Whenever the string "rotate" turns up in a line of the data below, copy that line.

(The data begins)

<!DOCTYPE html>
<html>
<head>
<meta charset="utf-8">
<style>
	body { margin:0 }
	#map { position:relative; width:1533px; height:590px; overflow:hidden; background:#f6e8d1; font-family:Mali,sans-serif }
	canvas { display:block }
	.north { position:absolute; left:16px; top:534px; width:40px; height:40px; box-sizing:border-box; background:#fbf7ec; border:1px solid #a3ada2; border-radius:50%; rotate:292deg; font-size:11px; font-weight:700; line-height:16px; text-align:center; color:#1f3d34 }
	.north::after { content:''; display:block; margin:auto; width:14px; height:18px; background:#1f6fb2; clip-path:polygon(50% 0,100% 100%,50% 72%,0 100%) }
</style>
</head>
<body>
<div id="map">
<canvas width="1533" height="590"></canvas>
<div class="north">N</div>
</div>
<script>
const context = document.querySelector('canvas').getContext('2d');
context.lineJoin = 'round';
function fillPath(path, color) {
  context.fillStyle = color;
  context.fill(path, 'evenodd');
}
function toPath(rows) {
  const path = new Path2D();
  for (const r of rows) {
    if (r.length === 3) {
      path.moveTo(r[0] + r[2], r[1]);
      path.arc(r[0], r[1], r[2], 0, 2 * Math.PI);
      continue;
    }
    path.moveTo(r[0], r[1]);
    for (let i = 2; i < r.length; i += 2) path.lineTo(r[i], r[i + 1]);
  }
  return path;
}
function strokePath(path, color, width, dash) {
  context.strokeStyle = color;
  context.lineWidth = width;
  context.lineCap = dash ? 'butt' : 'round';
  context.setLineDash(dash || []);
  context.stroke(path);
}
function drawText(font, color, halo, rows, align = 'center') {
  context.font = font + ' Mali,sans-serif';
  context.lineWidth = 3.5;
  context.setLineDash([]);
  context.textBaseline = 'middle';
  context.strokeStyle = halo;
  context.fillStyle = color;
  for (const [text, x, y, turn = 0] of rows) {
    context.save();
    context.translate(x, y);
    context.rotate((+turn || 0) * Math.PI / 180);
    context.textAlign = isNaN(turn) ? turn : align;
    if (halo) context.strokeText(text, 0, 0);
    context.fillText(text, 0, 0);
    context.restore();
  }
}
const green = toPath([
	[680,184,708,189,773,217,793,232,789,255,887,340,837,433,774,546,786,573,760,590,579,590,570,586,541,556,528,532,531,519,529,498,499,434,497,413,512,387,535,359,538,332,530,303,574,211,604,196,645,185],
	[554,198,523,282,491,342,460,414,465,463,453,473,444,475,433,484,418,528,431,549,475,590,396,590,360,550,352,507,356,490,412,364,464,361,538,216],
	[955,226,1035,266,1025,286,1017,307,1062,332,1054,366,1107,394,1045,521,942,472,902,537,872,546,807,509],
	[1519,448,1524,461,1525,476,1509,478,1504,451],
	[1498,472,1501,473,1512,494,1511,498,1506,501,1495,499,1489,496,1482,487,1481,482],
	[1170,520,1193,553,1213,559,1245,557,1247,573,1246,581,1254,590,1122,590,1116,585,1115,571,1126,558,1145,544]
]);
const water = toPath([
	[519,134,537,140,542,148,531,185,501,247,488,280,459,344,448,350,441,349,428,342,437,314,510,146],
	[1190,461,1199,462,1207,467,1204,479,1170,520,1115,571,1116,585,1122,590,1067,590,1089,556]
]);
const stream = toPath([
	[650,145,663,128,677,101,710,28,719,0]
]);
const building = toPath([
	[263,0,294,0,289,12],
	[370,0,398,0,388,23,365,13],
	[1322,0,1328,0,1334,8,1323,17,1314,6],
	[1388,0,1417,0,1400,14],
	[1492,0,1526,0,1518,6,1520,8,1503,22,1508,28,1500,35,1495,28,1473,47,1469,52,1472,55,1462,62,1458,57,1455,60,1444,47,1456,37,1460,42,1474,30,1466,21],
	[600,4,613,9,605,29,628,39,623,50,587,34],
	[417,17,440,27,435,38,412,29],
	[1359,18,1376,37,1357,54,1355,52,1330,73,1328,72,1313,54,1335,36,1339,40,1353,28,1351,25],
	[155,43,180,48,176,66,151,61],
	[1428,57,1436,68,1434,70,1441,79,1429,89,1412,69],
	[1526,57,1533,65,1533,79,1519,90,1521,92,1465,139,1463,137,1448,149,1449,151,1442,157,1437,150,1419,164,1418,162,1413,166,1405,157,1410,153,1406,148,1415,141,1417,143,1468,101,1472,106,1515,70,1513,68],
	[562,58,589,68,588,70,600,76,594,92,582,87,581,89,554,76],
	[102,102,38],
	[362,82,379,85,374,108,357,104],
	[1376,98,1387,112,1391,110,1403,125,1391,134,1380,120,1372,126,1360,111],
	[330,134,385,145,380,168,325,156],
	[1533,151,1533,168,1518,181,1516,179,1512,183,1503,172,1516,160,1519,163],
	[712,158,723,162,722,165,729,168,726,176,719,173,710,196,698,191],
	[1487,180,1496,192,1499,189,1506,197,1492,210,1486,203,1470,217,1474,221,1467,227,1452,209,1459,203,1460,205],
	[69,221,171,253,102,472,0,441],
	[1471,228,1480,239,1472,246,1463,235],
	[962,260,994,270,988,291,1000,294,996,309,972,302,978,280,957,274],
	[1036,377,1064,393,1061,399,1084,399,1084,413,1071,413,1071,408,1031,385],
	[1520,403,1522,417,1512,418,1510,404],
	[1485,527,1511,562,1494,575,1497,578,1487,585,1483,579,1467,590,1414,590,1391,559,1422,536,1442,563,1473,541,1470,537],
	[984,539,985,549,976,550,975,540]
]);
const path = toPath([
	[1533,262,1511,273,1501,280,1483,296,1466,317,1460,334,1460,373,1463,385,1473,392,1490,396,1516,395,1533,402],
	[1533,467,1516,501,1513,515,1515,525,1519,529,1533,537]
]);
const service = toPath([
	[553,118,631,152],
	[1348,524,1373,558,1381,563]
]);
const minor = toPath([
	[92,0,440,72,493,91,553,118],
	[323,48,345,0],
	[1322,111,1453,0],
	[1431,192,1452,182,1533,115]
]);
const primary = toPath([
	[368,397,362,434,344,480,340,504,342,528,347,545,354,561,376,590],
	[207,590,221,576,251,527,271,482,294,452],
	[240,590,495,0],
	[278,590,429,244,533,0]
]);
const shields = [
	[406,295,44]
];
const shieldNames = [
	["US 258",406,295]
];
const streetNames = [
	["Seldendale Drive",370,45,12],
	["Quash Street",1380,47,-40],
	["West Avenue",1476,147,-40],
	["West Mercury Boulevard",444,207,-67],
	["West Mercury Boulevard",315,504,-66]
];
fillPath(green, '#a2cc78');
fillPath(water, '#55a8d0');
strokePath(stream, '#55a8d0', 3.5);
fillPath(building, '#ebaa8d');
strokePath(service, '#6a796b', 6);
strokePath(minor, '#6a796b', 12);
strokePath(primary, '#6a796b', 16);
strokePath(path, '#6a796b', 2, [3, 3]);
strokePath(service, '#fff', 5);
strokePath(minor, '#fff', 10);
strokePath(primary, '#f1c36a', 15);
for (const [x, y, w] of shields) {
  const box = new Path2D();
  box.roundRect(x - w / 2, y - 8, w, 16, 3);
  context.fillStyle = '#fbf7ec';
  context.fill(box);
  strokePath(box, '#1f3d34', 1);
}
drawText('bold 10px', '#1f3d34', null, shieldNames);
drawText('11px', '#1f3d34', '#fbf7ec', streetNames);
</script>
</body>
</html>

(The data ends)

Solution for this exercise.
	.north { position:absolute; left:16px; top:534px; width:40px; height:40px; box-sizing:border-box; background:#fbf7ec; border:1px solid #a3ada2; border-radius:50%; rotate:292deg; font-size:11px; font-weight:700; line-height:16px; text-align:center; color:#1f3d34 }
    context.rotate((+turn || 0) * Math.PI / 180);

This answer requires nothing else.